──────── Dataset records

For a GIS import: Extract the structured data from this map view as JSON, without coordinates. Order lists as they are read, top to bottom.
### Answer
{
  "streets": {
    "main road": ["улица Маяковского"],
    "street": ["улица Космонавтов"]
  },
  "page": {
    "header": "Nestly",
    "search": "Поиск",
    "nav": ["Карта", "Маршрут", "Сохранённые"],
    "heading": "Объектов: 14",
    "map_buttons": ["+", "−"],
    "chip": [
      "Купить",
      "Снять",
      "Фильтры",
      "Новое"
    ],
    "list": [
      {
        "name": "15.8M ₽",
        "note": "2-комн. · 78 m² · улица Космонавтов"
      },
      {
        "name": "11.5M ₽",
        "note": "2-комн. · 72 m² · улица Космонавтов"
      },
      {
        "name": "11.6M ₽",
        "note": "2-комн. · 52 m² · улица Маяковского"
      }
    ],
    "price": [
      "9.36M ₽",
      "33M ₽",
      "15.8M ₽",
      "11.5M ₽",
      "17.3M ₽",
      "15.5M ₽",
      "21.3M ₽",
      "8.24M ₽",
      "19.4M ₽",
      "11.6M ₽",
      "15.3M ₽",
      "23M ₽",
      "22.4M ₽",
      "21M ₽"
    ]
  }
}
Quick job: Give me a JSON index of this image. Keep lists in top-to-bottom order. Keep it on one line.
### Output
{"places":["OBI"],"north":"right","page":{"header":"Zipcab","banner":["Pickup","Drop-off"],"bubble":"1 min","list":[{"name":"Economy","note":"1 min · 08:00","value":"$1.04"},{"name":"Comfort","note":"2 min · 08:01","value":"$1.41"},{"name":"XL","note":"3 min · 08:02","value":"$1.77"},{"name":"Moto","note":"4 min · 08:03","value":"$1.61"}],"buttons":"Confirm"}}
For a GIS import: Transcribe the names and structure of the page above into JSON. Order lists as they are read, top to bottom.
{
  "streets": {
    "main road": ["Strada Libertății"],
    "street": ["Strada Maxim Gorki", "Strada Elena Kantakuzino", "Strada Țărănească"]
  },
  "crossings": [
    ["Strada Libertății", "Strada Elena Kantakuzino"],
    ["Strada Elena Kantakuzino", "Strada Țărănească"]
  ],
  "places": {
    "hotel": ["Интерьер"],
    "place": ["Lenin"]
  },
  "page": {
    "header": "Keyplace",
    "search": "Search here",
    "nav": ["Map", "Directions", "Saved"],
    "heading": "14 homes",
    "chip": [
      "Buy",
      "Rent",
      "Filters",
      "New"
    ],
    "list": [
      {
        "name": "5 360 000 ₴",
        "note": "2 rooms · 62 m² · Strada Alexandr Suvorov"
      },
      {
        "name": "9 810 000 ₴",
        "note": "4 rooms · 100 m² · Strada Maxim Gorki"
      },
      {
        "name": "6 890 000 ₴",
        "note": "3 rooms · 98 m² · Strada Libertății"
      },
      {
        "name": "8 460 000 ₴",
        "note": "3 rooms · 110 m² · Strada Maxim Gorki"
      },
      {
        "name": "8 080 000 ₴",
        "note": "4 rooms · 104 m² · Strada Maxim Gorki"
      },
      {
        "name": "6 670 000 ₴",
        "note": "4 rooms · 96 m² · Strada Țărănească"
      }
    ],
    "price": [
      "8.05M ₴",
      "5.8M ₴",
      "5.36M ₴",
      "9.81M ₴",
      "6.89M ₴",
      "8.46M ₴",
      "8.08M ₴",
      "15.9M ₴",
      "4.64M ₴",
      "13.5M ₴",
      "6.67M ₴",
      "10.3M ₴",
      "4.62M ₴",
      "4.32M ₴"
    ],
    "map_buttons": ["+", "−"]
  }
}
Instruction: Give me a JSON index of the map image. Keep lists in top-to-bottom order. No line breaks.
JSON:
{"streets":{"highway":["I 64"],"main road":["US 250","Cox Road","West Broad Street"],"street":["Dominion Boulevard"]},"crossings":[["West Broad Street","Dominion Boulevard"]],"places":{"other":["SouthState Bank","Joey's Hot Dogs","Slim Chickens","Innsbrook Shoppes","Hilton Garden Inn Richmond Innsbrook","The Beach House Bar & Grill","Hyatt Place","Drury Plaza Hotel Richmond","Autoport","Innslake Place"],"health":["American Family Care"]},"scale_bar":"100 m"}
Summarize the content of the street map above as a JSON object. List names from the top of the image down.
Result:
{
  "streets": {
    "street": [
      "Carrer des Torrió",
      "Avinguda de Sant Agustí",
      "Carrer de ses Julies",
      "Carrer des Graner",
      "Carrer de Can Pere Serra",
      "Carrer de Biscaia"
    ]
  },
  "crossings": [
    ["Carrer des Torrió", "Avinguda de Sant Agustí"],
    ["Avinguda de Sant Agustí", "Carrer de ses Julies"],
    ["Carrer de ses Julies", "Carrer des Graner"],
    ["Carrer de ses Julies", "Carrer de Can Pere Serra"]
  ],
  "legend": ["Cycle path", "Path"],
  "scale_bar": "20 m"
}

────────────────

#### Description of the task:
Search the data for the word "above" and report how many lines include it, with the number alone.

#### The answer:
2